■ Exercise brief: Go over the data and keep only the lines that include "rendered".

[Stored items]
:::::
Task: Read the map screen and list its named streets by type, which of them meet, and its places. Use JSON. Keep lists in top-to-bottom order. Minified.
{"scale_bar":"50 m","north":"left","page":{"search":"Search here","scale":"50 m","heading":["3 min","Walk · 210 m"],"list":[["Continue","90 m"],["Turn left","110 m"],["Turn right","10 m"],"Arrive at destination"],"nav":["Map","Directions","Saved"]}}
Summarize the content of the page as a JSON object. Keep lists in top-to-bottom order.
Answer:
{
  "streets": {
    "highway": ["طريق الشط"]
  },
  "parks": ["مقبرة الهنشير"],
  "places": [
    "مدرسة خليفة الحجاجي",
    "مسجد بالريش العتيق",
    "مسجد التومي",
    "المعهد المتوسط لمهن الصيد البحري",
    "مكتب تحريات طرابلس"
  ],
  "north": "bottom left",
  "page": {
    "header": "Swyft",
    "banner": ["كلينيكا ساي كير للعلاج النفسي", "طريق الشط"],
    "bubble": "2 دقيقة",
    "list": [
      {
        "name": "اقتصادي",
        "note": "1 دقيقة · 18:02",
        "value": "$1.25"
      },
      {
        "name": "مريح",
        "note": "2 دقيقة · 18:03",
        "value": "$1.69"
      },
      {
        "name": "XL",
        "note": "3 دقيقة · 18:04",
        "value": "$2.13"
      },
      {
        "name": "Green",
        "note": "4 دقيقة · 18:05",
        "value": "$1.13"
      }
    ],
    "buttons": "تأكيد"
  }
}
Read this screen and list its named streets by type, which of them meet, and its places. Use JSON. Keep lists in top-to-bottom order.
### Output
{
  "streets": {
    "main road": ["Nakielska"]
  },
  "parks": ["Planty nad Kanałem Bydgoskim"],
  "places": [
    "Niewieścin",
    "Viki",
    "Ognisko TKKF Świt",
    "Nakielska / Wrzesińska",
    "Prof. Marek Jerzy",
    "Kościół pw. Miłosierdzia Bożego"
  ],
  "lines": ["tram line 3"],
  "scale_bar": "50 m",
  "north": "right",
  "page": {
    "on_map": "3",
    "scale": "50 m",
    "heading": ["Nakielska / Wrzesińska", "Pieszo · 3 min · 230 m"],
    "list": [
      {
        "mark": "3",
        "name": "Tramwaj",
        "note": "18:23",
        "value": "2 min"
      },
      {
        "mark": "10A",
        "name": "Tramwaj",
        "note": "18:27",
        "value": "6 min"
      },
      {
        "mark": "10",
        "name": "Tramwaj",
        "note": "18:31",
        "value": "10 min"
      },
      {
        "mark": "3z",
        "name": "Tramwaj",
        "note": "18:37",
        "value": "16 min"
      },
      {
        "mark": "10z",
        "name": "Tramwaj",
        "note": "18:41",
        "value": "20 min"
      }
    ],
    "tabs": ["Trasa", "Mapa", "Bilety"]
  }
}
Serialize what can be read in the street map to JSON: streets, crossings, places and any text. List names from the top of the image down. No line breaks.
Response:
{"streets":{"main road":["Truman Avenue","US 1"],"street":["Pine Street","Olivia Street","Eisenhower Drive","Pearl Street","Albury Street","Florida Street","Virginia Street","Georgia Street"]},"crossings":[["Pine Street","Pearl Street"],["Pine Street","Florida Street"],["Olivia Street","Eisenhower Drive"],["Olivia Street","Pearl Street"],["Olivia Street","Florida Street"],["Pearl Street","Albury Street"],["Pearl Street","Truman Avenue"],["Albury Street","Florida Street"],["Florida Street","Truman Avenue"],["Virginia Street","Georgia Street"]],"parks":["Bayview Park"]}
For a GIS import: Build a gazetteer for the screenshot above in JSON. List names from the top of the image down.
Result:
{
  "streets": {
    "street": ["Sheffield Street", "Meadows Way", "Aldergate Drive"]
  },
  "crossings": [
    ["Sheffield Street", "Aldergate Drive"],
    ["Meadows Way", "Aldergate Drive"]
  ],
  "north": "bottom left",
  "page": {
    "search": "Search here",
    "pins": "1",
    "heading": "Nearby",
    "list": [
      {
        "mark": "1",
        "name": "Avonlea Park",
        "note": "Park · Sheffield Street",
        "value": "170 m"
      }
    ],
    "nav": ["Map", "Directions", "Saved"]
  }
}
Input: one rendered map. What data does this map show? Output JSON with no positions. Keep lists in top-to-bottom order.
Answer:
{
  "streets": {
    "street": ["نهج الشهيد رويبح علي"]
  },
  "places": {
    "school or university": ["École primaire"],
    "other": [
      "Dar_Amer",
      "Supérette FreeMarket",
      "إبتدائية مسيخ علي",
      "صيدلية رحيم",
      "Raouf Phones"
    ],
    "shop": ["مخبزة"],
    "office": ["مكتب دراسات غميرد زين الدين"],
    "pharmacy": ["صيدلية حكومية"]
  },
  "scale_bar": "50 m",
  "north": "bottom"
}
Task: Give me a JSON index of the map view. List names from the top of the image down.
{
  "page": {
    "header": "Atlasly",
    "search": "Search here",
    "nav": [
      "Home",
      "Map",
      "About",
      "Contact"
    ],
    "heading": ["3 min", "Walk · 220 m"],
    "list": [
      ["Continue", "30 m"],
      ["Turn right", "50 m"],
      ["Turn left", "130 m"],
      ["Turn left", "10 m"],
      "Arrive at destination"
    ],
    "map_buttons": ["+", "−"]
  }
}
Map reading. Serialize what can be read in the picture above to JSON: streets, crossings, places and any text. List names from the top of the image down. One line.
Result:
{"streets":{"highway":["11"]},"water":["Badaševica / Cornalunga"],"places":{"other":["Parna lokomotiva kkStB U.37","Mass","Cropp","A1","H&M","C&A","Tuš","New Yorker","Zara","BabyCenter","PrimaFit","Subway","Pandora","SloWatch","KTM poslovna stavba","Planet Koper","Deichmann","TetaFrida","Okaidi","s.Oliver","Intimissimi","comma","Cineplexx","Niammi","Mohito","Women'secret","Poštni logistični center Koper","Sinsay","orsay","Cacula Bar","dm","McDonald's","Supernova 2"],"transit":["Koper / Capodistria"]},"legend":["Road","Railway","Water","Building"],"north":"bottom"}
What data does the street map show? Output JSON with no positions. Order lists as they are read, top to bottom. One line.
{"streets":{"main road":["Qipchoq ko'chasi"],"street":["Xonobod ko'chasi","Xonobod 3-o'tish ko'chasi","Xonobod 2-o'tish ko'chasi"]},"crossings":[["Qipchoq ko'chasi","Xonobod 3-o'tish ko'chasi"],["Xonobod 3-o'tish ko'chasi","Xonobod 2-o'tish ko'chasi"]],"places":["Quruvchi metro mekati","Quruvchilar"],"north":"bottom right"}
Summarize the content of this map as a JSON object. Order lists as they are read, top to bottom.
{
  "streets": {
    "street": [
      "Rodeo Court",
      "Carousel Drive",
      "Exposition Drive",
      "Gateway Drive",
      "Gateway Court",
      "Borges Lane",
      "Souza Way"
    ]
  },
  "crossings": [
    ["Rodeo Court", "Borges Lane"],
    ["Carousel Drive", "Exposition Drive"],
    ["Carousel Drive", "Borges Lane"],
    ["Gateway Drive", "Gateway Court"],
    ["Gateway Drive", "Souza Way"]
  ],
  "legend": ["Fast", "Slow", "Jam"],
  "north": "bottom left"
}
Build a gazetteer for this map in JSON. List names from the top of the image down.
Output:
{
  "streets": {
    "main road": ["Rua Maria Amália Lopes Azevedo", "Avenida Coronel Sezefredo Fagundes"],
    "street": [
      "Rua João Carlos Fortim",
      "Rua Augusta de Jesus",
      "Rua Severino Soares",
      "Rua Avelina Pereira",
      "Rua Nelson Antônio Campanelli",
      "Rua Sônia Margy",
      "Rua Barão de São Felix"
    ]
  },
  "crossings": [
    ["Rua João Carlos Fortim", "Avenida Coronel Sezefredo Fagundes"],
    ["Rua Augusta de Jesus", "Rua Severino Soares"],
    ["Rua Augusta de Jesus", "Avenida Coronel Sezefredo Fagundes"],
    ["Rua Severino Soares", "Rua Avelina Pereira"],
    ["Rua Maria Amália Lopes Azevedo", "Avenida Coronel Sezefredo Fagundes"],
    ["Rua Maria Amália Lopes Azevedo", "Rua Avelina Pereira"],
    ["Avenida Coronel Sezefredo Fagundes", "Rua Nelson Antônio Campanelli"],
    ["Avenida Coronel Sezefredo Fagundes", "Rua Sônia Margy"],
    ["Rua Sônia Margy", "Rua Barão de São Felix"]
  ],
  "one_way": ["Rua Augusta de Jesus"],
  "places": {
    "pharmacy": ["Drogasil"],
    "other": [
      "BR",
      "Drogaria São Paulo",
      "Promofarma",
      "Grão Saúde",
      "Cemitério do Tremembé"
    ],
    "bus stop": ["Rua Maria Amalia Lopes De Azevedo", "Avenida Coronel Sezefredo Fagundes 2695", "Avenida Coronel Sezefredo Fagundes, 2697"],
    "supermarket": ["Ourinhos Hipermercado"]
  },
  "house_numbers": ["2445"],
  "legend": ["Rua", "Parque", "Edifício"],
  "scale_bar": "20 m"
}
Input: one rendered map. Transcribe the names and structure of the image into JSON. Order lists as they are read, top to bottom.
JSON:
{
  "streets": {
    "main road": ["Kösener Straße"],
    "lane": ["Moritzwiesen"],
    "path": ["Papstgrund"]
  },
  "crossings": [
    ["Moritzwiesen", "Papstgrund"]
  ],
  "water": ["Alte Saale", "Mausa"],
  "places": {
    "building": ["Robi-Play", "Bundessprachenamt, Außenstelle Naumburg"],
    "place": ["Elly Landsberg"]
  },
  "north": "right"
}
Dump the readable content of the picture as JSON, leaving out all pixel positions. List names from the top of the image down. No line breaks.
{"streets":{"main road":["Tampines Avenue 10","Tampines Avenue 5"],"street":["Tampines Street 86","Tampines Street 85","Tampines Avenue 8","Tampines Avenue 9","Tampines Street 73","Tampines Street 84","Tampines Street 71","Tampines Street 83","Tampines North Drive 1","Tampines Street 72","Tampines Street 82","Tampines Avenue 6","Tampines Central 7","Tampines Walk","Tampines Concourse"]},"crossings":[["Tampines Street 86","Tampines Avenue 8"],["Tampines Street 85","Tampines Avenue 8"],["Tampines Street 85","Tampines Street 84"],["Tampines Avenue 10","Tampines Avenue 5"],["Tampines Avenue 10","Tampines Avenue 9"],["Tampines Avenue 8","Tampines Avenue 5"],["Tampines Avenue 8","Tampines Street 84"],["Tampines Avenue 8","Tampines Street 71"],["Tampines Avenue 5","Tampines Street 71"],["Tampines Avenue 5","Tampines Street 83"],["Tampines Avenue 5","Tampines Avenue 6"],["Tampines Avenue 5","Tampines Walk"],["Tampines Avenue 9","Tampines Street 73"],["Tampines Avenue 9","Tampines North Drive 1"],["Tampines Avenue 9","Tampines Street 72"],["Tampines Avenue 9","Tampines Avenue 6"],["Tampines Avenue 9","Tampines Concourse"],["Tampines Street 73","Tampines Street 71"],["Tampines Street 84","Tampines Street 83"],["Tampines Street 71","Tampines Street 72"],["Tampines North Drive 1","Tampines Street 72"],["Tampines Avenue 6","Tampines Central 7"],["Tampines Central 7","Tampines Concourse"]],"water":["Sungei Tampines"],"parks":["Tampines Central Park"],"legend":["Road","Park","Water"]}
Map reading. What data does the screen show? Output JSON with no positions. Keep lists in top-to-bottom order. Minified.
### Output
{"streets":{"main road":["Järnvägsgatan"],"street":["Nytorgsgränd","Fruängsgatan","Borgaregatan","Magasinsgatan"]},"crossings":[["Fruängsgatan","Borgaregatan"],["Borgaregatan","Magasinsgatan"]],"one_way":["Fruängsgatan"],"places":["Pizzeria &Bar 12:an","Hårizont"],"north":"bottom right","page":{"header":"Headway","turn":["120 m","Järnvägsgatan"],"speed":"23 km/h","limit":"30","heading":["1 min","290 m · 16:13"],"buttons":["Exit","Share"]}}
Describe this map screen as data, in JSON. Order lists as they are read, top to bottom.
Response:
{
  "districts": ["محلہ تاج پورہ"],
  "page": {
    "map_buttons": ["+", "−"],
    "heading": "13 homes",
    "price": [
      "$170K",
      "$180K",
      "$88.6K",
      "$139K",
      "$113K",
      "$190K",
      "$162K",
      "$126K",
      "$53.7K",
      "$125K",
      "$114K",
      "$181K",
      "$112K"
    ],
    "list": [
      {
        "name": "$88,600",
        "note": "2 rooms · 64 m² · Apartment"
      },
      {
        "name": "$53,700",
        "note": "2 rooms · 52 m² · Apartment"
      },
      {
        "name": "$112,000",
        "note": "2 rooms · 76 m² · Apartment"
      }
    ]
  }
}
:::::
■ Exercise answer:
Input: one rendered map. What data does this map show? Output JSON with no positions. Keep lists in top-to-bottom order.
Input: one rendered map. Transcribe the names and structure of the image into JSON. Order lists as they are read, top to bottom.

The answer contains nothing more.